A comprehensive psychiatric evaluation may be needed to diagnose emotional, behavioral, or developmental disorders. An evaluation of a child, adolescent, or adult is made based on behaviors present and in relation to physical, genetic, environmental, social, cognitive (thinking), emotional, and educational parts that may be affected as a result of these behaviors.
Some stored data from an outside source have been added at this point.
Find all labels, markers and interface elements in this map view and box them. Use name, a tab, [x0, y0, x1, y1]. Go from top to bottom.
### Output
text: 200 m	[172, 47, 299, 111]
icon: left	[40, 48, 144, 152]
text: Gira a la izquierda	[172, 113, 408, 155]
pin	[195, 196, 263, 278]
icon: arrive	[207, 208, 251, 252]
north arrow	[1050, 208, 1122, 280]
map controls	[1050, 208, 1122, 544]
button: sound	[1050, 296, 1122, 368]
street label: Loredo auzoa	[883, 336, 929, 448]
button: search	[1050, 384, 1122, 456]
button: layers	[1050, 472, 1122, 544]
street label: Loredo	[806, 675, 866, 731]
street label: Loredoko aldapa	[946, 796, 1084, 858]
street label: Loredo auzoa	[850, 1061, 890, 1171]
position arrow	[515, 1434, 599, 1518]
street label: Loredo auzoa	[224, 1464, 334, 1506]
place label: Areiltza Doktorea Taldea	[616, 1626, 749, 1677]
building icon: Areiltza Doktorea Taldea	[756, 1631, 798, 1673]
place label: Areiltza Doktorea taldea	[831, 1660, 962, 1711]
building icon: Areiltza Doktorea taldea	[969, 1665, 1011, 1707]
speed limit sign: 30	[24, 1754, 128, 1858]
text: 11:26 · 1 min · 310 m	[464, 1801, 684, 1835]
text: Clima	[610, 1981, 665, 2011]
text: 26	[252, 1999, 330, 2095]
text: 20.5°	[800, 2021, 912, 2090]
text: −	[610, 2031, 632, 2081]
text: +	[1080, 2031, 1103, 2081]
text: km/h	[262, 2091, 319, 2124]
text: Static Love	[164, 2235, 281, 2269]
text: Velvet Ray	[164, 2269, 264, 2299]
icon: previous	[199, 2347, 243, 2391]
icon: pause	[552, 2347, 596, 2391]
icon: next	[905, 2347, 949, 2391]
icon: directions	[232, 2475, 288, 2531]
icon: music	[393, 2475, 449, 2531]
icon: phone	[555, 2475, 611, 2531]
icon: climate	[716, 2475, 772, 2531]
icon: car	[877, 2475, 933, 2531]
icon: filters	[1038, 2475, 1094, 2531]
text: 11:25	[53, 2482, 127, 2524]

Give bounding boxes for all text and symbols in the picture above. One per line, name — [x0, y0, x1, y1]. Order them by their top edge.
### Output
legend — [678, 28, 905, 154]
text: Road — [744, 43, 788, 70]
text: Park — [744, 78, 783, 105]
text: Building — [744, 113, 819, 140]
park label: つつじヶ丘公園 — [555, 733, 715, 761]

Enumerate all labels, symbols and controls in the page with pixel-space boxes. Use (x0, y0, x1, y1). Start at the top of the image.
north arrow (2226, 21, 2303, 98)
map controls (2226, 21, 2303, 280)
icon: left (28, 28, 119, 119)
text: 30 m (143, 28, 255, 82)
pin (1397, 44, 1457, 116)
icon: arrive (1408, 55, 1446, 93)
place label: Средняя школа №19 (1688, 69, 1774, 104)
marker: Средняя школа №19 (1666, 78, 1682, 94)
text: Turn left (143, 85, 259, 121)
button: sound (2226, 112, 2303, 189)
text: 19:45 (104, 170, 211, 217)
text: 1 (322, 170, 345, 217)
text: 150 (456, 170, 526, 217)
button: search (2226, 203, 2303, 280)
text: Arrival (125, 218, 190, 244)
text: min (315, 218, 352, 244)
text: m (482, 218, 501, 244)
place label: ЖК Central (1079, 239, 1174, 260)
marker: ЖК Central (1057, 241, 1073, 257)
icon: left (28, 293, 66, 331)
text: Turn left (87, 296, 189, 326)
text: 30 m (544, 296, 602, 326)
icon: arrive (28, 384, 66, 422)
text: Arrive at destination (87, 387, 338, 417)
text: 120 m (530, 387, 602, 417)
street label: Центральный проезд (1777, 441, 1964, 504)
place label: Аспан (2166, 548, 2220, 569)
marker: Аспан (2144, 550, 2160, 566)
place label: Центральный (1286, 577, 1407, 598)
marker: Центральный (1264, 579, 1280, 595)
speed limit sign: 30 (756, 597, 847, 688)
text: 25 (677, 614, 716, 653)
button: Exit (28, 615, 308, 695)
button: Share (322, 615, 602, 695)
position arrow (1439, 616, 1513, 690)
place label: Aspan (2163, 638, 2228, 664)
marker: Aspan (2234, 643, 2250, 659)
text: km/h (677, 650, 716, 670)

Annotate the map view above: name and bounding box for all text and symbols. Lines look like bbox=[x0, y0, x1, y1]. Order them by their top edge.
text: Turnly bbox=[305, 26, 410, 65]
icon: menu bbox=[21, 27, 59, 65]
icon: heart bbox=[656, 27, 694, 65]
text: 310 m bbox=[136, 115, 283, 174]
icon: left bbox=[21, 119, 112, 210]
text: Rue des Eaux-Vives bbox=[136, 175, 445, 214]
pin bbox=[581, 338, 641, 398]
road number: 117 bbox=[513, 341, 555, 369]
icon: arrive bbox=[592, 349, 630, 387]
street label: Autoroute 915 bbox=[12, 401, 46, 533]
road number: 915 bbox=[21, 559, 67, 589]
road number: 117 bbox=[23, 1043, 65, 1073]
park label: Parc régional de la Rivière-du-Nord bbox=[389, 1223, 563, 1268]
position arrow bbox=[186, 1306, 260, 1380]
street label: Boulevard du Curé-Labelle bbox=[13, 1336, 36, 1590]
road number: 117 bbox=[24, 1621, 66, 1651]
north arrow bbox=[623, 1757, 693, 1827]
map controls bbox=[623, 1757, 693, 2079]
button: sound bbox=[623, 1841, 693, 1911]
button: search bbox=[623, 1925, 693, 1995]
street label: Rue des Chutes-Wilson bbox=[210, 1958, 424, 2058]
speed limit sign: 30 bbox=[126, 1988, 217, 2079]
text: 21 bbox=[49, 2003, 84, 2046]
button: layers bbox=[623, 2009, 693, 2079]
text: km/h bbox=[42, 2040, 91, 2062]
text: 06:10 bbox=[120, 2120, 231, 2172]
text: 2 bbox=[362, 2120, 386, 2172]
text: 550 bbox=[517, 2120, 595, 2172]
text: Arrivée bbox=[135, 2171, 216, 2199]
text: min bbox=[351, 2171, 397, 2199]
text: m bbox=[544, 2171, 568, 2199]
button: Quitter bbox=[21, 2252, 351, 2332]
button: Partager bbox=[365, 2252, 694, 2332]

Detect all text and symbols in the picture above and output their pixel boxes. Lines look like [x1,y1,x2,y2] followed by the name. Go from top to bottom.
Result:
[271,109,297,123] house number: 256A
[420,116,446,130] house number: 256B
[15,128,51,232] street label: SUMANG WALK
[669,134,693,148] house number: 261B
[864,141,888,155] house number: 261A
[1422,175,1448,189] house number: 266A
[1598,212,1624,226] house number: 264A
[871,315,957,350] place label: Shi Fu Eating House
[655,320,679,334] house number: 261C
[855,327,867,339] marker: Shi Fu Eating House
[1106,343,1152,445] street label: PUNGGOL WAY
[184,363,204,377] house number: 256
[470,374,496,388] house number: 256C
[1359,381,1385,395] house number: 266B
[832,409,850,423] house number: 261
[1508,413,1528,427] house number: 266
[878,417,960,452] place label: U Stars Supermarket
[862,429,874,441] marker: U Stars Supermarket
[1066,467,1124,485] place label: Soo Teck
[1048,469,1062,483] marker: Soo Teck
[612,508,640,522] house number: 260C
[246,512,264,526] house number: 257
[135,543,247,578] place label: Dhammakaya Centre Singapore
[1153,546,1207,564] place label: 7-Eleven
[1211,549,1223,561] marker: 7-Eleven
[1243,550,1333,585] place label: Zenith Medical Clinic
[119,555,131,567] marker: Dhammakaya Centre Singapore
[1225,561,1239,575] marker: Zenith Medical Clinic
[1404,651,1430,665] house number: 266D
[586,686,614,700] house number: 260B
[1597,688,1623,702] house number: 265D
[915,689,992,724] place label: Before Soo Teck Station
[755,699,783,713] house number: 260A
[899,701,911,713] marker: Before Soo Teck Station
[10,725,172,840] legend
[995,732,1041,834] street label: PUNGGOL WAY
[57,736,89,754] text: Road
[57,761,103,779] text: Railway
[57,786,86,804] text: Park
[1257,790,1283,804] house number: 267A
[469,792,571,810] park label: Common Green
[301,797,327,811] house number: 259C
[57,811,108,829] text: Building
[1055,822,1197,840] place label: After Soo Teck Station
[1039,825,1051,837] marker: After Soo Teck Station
Many times, families, spouses, teachers, or friends are the first to suspect that their loved one is challenged by feelings, behaviors, or environmental conditions that cause him or her to act disruptive, rebellious, or sad. This may include problems with relationships with friends or family members, work, school, sleeping, eating, substance abuse, emotional expression, development, coping, attentiveness, and responsiveness. It's important for families who suspect a problem in any of these areas to seek treatment as soon as possible. Treatment for mental health disorders is available.
These are the most common parts of a comprehensive, diagnostic psychiatric evaluation. But, each evaluation is different, as each person's symptoms and behaviors are different. Evaluation may include:
Description of behaviors (like when do the behaviors happen, how long does the behavior last, what are the conditions in which the behaviors most often happen)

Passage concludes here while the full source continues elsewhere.